All lines in the entries below that hold "down" make up the answer.

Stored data
━━━━━━━━━━━━━━━━━━━━

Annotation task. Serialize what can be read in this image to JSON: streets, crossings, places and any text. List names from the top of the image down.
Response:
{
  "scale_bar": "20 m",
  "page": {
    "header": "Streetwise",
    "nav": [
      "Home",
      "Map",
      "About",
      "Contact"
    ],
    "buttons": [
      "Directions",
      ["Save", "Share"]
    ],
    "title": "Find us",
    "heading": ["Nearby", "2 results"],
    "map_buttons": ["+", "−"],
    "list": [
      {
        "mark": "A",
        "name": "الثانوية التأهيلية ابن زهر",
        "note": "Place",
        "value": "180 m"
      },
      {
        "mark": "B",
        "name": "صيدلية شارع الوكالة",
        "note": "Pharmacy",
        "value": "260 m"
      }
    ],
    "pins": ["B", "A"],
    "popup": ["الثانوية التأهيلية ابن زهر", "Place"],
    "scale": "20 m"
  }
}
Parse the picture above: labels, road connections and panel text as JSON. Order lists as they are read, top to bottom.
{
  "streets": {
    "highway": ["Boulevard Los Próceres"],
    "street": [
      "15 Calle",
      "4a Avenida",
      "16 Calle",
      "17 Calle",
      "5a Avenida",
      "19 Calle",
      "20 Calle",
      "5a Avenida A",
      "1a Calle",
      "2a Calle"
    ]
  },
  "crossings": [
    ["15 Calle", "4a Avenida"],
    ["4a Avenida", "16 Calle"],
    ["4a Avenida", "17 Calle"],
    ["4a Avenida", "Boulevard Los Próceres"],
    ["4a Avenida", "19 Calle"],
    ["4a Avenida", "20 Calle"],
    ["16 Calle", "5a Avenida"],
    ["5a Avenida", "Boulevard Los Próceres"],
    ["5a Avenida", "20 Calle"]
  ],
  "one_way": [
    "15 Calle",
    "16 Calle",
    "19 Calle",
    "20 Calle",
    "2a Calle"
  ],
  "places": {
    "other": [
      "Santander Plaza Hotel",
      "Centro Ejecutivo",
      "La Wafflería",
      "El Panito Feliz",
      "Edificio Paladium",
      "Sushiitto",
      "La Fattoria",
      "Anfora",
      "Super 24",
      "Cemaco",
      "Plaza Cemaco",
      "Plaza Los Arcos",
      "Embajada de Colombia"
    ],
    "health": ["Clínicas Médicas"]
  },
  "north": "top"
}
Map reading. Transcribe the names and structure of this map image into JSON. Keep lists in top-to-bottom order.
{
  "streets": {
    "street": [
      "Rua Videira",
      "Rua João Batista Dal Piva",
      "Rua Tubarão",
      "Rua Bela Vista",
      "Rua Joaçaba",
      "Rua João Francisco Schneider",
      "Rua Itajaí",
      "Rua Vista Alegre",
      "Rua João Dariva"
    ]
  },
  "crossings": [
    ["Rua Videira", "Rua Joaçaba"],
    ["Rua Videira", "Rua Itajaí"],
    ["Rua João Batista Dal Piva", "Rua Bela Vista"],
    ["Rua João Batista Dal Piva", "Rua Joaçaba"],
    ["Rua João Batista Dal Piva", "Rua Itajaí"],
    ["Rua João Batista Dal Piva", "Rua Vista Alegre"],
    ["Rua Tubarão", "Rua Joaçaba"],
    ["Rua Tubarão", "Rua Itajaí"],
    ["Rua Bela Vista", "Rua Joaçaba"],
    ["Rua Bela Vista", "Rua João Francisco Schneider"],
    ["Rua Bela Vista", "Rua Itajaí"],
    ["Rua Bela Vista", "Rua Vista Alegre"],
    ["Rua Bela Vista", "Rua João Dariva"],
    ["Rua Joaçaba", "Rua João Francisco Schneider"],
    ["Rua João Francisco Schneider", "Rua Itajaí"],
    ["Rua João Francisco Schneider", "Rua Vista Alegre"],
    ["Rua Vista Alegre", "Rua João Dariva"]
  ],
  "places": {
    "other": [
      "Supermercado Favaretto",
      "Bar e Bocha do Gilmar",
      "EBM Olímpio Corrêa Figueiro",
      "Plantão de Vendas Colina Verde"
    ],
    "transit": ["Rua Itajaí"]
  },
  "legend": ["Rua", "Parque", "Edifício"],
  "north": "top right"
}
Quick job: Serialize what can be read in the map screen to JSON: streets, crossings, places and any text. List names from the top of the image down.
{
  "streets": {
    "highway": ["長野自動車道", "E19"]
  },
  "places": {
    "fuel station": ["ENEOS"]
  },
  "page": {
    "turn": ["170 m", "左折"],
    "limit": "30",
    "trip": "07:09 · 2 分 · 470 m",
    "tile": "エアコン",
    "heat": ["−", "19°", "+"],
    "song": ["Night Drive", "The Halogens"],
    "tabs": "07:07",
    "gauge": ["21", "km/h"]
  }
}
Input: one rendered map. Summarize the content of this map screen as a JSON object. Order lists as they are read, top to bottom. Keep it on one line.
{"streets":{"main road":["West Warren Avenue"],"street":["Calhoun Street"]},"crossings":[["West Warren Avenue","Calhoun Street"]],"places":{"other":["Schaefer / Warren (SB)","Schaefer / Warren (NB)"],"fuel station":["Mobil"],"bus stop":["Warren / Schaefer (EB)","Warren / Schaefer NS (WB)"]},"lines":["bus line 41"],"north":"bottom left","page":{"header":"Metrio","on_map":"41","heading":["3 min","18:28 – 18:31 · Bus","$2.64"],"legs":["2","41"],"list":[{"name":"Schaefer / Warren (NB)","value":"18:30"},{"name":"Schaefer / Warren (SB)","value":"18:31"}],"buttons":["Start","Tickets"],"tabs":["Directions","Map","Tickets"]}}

━━━━━━━━━━━━━━━━━━━━

● **Written response**:
Annotation task. Serialize what can be read in this image to JSON: streets, crossings, places and any text. List names from the top of the image down.
Quick job: Serialize what can be read in the map screen to JSON: streets, crossings, places and any text. List names from the top of the image down.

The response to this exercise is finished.